Another building flattened by fire in Linden yesterday
The military yesterday maintained a heavy presence in Linden, setting up camps at several strategic locations, including at the Mackenzie/Wismar Bridge in close proximity to where the now burnt-out toll booth stood, and at the Five Corner and Kara Kara Bridge.
This follows the burning of six buildings on Friday and then the National Agricultural Research and Extension Institute (NAREI) yesterday morning.
Minister of Agriculture Dr. Leslie Ramsammy called the burning of the NAREI building not only arson and a criminal activity, but “loathsome” saying the intellectual leaders of such loathsome acts must take responsibility for these actions.
He said that besides the eight people that worked directly out of the NAREI building in Linden, serving all the people of Region 10, dozens of other agriculture professionals from the Central Ministry of Agriculture contribute their services through this building. The destruction of the agriculture building will affect the delivery of agricultural services to Linden and Region 10, he stated.
He said the Ministry of Agriculture will look for interim arrangements “to continue the important work of promoting agriculture in Region 10 and around the country.”
Meanwhile, by dusk last evening, the Police and Army had cleared most of the roads in Linden.
On the Mackenzie/Wismar Bridge a jeep load of soldiers kept watch, while residents maintained their position at the Wismar end of the bridge, which was blocked by a huge log.
An old fuel tanker, and another log remained a little further down across the road on Burnham Drive, while a few residents milled around, discussing the current situation.
There was more activity on the Wismar shore, with some persons going about their usual business, but the Saturday morning shopping at the more popular groceries was not prevalent.
Mackenzie on the other hand, remained desolate, devoid of activity except for the few persons who ventured out to do a little shopping. All businesses, including the two banks, remained closed.

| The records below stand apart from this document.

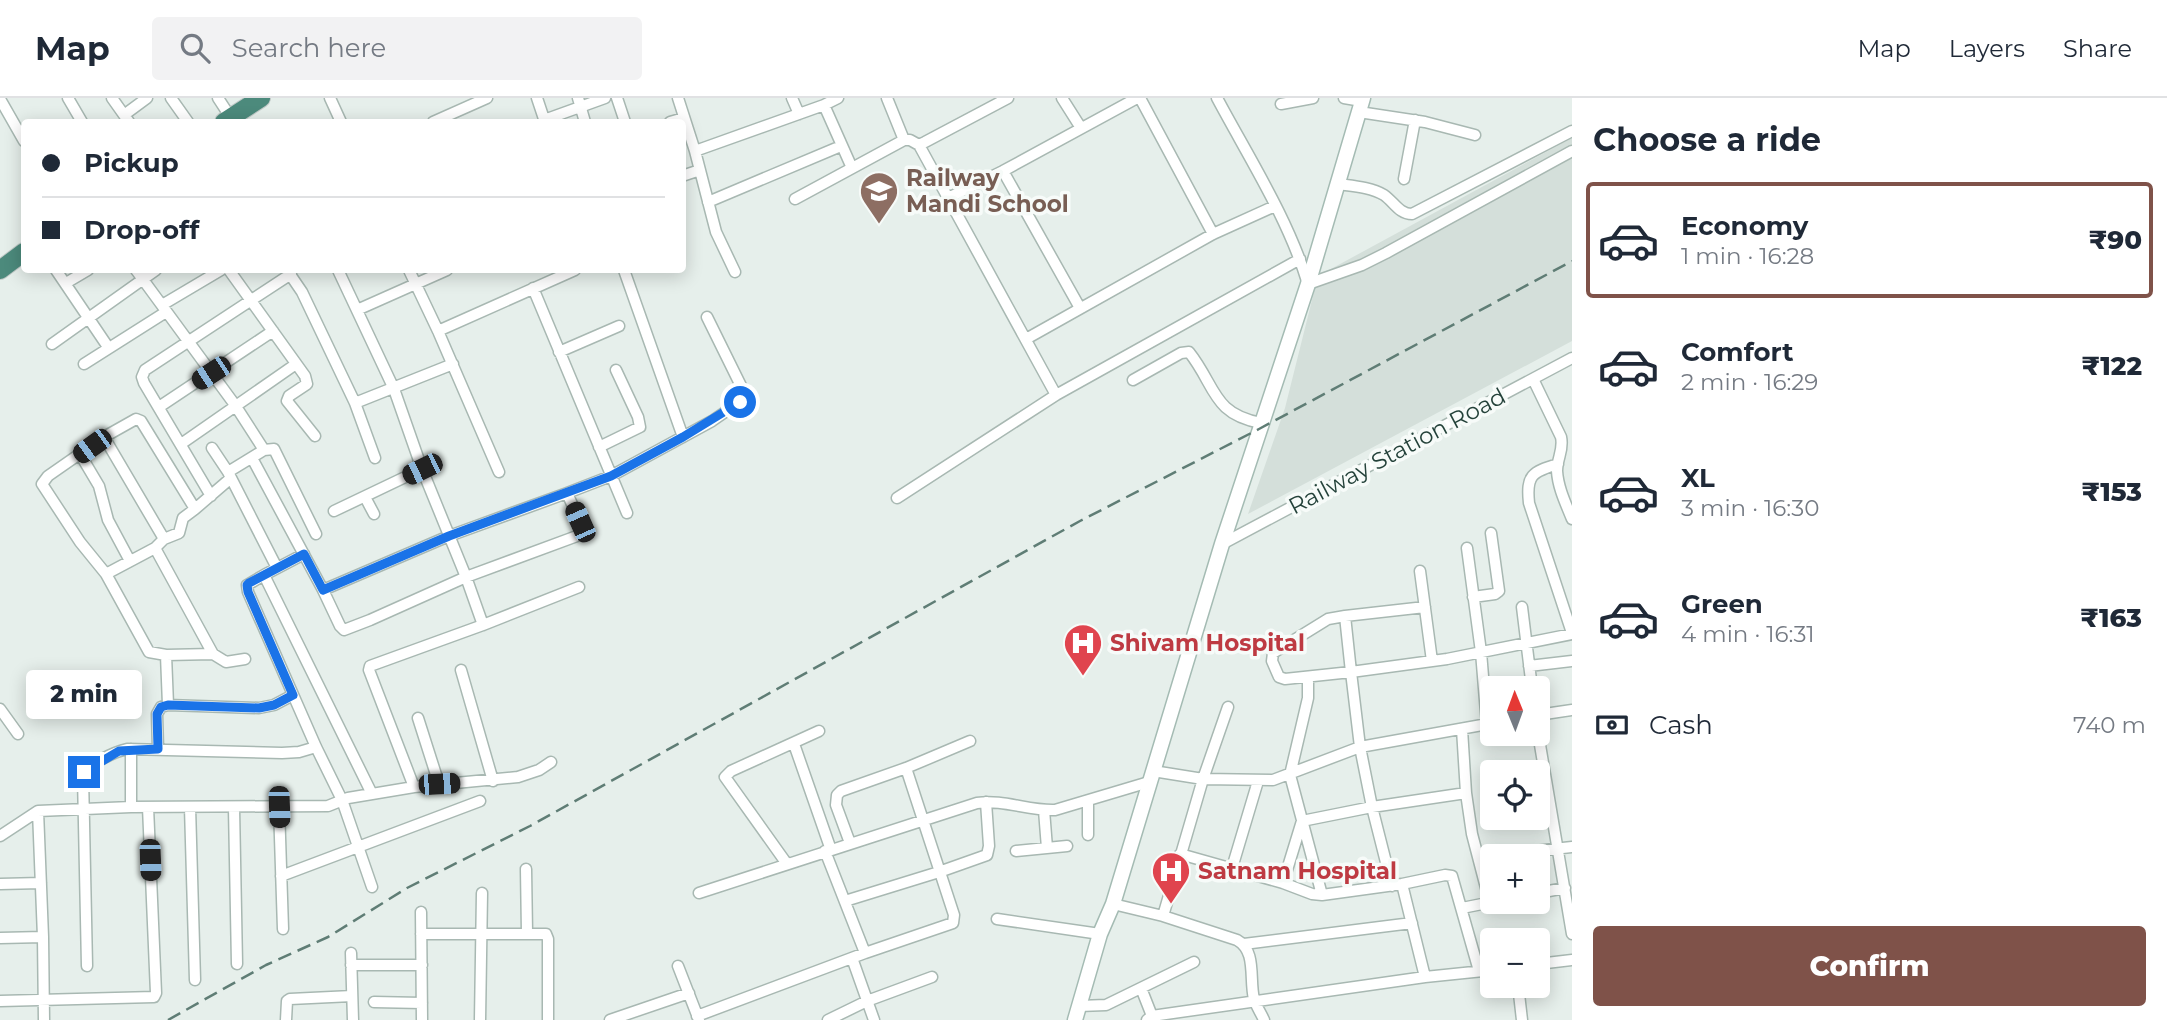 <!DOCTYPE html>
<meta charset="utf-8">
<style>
body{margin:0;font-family:Montserrat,sans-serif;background:#f2f2f3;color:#1f2937;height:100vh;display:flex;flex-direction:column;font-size:26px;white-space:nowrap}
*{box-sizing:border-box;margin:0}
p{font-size:23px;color:#747a83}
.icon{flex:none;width:38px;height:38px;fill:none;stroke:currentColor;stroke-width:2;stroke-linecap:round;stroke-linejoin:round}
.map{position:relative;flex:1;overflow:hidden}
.drawer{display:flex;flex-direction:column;background:#fff;width:595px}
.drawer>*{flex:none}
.guide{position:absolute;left:21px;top:21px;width:665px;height:154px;border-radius:7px;box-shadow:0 4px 18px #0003;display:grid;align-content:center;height:154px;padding:0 21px;background:#fff}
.needle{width:46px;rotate:359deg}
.tools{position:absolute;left:1480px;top:578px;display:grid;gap:14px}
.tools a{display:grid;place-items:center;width:70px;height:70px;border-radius:7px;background:#fff;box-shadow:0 4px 18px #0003;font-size:35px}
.end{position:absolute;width:32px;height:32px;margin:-16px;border:9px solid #1a73e8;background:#fff;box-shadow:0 0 0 4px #fff}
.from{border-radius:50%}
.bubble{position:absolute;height:49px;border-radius:7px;background:#fff;box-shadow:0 4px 18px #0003;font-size:23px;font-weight:800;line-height:49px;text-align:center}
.car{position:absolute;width:21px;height:42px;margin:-21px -10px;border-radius:9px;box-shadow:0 0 5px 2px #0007;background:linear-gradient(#222 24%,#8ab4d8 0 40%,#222 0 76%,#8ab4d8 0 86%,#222 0)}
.guide b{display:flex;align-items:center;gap:24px;height:66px;font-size:26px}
.guide b+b{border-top:2px solid #e0e1e3}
.guide i{width:18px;height:18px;background:#1f2937}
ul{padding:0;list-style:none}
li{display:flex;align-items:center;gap:21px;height:116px;margin:0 14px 10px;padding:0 7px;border:4px solid transparent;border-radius:7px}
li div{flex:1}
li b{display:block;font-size:26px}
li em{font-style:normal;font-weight:800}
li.current{border-color:#7f5249}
li>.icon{width:63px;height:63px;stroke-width:1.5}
h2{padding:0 21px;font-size:32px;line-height:84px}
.pay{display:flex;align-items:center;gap:18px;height:77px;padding:0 21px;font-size:26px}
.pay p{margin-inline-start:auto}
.cta{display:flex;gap:14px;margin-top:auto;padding:14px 21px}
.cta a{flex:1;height:80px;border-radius:7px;background:#7f5249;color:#fff;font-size:28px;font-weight:800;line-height:80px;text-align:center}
header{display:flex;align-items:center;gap:42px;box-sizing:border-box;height:98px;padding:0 35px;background:#fff;border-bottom:2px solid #e0e1e3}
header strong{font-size:33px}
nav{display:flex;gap:38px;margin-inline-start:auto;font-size:24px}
.search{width:490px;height:63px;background:#f2f2f3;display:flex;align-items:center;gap:18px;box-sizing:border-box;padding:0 24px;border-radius:7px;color:#747a83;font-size:26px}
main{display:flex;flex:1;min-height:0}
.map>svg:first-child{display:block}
</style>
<header>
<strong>Map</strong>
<div class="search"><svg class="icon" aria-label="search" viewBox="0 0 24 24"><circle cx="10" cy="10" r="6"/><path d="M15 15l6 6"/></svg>Search here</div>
<nav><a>Map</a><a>Layers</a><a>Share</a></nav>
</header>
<main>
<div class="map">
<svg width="1572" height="922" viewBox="0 0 1572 922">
<rect width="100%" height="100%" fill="#e6efeb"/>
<path fill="#d4dfda" d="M1572 40V243L1248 416 1285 310 1318 178Z"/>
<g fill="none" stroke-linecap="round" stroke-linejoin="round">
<g stroke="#a8b8b2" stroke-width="13">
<path id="minor" d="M68 0 82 24
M112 0 129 24
M171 0 188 24
M218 0 231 20
M330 0 341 24
M537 0 545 24
M578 0 585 24
M617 0 625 24
M678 0 695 53 716 134 735 174
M792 0 799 16
M887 0 904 42
M1062 0 1081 30
M1140 0 1213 136
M1217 0C1249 60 1288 120 1308 186L1362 167 1386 155 1572 53
M1344 0 1362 3
M0 1 24 43
M1281 6 1313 0
M824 7 852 70
M1359 14 1425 24 1475 37
M124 17 147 0
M544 22 605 0
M433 24 487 0
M670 24 684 20
M919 47 1056 297 1300 161
M695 53 824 7 838 0
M1003 73 1080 210
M682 78 700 72
M1404 81 1415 22
M1338 86C1352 88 1371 89 1384 97 1394 104 1399 116 1412 116L1572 33
M948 100 1003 73 1137 0
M795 101 904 42H910L919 47 925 44 1008 0
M708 104 841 48
M56 172 108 249
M136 172 235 307 264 352
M229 172 305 278 307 286 289 298 287 303 315 338
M287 172 302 194 355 305 375 360
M338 172 394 291 422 371 466 479 483 527
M409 172 438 233 499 374
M624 172 683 339
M66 185 88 172
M533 190 627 415
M162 207 221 172
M357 212 447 172
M438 233 575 172
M1026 241 1213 136 1275 108
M52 246 156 172
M559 254 619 228
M84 266 166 214
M1533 281 1561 339C1564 352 1557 360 1557 373 1558 390 1566 406 1572 421
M1133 282 1181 255 1189 254C1216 288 1212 316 1261 325
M355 305 453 266
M159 309 273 233
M104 339 164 441 155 450 106 476
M181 346 296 266
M599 349 640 329 638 319 616 272
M212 350 228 374 277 470
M80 356 99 388 108 422 130 463
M252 360 323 492 340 528 344 532 370 522 466 479 577 438 581 434 580 424 567 395 449 438 323 492
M1558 366C1532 374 1526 377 1529 405L1572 535
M228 374 264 352 274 351 316 436
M231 380 195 411 141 323 136 321 104 339 48 378 42 386 80 444 106 476 149 554 166 557 213 556 226 564 245 561
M567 395 611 378 712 323 744 301V294L707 219
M211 398 144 285 142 279 145 272 291 176
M365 399 374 416
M897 400 1056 297
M334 413 422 371
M164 441 179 435 183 420 195 411
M1222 446 1572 260
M155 450 213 556
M1467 450 1481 554 1487 627
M304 456 264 477 372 696
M1420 473 1432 563
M264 477 247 487 248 494 316 649 342 702 372 789
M1473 499 1495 496 1499 493 1491 435
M1522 509 1532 590
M1345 518 1351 574 1285 581 1279 579 1272 563 1273 555 1328 521 1345 518 1425 509
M166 557 168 607
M1529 568 1572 563
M461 572 493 683
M1308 579V600L1290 677 1322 797 1402 786 1445 777 1452 778 1479 873
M0 611 18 636
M1538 617 1572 612
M418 620 439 686
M1462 631 1466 695 1472 736 1490 805
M1538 635 1572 836
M794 646 831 752
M158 651 157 616 161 609 168 607 259 610 274 607 293 597
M1153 673 1203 681 1273 682 1360 649 1493 625
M414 689 369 572 370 568 483 527 579 489
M1088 703V737
M131 709V651
M190 709 195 882
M279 709 283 831
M234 710 237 866
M1044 712 1047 750
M0 738 38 713
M850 745 836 707 837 697 841 693 906 670 970 643
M825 753 865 855
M1016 753 1067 748
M1526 754 1572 749
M1180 756 1283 785 1312 796 1322 797
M787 766 725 679 731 673 819 633
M1232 770 1258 683
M526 771 527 835
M281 778 480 703
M1283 785 1302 723 1372 709 1466 695
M0 786 41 785
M1402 786 1425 879
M1392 788 1372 709 1360 649 1351 574 1447 561 1572 536
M699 795 977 705C1003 701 1029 713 1055 712L1149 684
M1538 795 1565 790
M845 803 939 774 987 757 989 748 986 704
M1113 806 1163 818 1237 842C1257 853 1249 881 1254 901 1256 908 1261 915 1264 922
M1462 810 1497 803
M421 814 422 922
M1163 818 1203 681 1228 609
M997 821 1100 836
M421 836H546L548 841V922
M0 840 43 839
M1244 846 1412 825
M351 855 353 922
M852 860 874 922
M1538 866 1572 862
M351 867H422
M87 868 83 678C88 666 114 654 127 651L282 655 299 654 316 649
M678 868 699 922
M1518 887 1522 922
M1141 890 1152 918
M0 903 154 899 156 895 148 709
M374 904 422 905
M1079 908 1106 907 1194 864
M697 918 865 855 953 825 954 817 906 670
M44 922 43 839 38 713 131 709 328 708 348 700 414 689 518 679 539 672 551 664
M286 922 287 903 290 901 352 898
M480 922 482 795
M610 922 689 895
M828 922 867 903 932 879
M1147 922 1152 918 1425 879 1493 872"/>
</g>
<g stroke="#a4bbb3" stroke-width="17">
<path id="secondary" d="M1075 922 1100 836 1113 806 1222 446 1308 186 1363 0"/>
</g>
<g stroke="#c2cac8" stroke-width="20">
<path id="trunk" d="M224 24 261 0
M0 172 24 154"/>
</g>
<use href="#minor" stroke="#fff" stroke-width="10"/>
<use href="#secondary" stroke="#fff" stroke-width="14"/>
<use href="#trunk" stroke="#4c8a7c" stroke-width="18"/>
<path stroke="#5f7d75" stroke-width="2.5" stroke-dasharray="14 7" stroke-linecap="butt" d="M168 922 266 867 328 839 407 790 530 728 1080 423 1259 331 1572 163"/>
</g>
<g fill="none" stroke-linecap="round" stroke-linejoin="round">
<path stroke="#1a73e8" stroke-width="9" d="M84 674 119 653 158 651 157 616 161 609 168 607 259 610 274 607 293 597 248 494 247 487 249 485 304 456 323 492 449 438 611 378 683 339 740 304"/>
</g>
<defs>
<g id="school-pin" transform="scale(2.0125)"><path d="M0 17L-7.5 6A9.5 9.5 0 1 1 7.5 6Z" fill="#8d6e63" stroke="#f7fbf9"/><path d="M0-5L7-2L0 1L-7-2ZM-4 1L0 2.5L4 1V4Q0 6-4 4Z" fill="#fff"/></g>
<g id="hospital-pin" transform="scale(2.0125)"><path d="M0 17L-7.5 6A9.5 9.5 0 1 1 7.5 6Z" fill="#e0444e" stroke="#f7fbf9"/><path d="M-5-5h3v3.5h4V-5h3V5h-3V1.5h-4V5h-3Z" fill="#fff"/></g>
</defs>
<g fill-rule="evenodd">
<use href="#school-pin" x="879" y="93"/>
<use href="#hospital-pin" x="1083" y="545"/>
<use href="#hospital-pin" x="1171" y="773"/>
</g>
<g text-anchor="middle" stroke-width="7" stroke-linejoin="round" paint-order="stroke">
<g font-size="23" font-weight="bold" fill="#785e54" stroke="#f7fbf9" text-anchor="start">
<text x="906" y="88">Railway<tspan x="906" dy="26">Mandi School</tspan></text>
</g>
<g font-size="23" fill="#24423a" stroke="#f7fbf9">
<text transform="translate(1397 353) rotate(-28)" y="8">Railway Station Road</text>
</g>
<g font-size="23" font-weight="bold" fill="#be3a42" stroke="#f7fbf9" text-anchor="start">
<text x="1110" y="553">Shivam Hospital</text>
<text x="1198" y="781">Satnam Hospital</text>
</g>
</g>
</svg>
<div class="tools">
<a><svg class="needle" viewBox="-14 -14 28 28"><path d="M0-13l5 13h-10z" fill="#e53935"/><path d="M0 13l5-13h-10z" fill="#747a83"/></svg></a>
<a><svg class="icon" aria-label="locate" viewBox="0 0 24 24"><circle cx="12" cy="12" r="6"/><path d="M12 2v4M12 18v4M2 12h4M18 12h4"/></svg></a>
<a>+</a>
<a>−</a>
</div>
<i class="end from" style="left:740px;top:304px"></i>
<i class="end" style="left:84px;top:674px"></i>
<div class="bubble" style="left:26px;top:572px;width:116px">2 min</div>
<i class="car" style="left:211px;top:275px;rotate:237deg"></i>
<i class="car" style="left:92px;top:348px;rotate:234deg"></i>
<i class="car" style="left:422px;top:371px;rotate:244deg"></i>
<i class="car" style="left:580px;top:424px;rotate:336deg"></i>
<i class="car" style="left:439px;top:686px;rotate:87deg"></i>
<i class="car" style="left:279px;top:709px;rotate:178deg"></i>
<i class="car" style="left:150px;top:762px;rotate:178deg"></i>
<div class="guide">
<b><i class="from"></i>Pickup</b>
<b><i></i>Drop-off</b>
</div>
</div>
<section class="drawer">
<h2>Choose a ride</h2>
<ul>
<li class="current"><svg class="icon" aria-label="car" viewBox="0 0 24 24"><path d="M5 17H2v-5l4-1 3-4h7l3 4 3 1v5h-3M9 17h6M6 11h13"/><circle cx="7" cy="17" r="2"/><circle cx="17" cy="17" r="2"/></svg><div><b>Economy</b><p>1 min · 16:28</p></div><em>₹90</em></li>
<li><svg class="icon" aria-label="car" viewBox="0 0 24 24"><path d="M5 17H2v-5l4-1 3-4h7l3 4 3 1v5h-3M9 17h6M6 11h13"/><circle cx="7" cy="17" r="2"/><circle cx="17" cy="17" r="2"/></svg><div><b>Comfort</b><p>2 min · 16:29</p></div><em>₹122</em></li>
<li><svg class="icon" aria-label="car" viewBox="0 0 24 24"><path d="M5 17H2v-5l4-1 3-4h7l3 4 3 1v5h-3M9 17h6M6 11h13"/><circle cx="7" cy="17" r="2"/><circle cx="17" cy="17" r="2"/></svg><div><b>XL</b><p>3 min · 16:30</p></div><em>₹153</em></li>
<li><svg class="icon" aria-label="car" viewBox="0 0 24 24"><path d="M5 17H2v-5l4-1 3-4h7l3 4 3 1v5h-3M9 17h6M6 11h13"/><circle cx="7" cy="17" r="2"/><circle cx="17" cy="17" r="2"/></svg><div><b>Green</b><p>4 min · 16:31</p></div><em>₹163</em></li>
</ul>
<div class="pay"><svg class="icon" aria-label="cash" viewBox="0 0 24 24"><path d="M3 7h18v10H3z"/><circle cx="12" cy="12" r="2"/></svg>Cash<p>740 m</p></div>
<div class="cta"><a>Confirm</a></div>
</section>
</main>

A few businesses on the Mackenzie wharf were opened, but not much activity was observed there. Only about three boats were observed at the riverfront, which is usually a hive of activity on weekends.
Those were private boats which came from the Upper and Lower Demerara river communities, with a few persons to do their shopping.
The regular ferries remained anchored on the Wismar shore. These have not been working ever since the protest started almost a month ago.
Only a few private boat owners provide sporadic service to the community. This service is greatly appreciated by many who would otherwise have to take the long way around the Mackenzie/Wismar Bridge.
Even with all the current hardship residents have to face, including not being able to ‘draw’ their weekly and in some cases monthly paychecks, Lindeners have indicated that they are still determined to persevere until the Government withdraws the increased electricity tariffs, against which they have protested.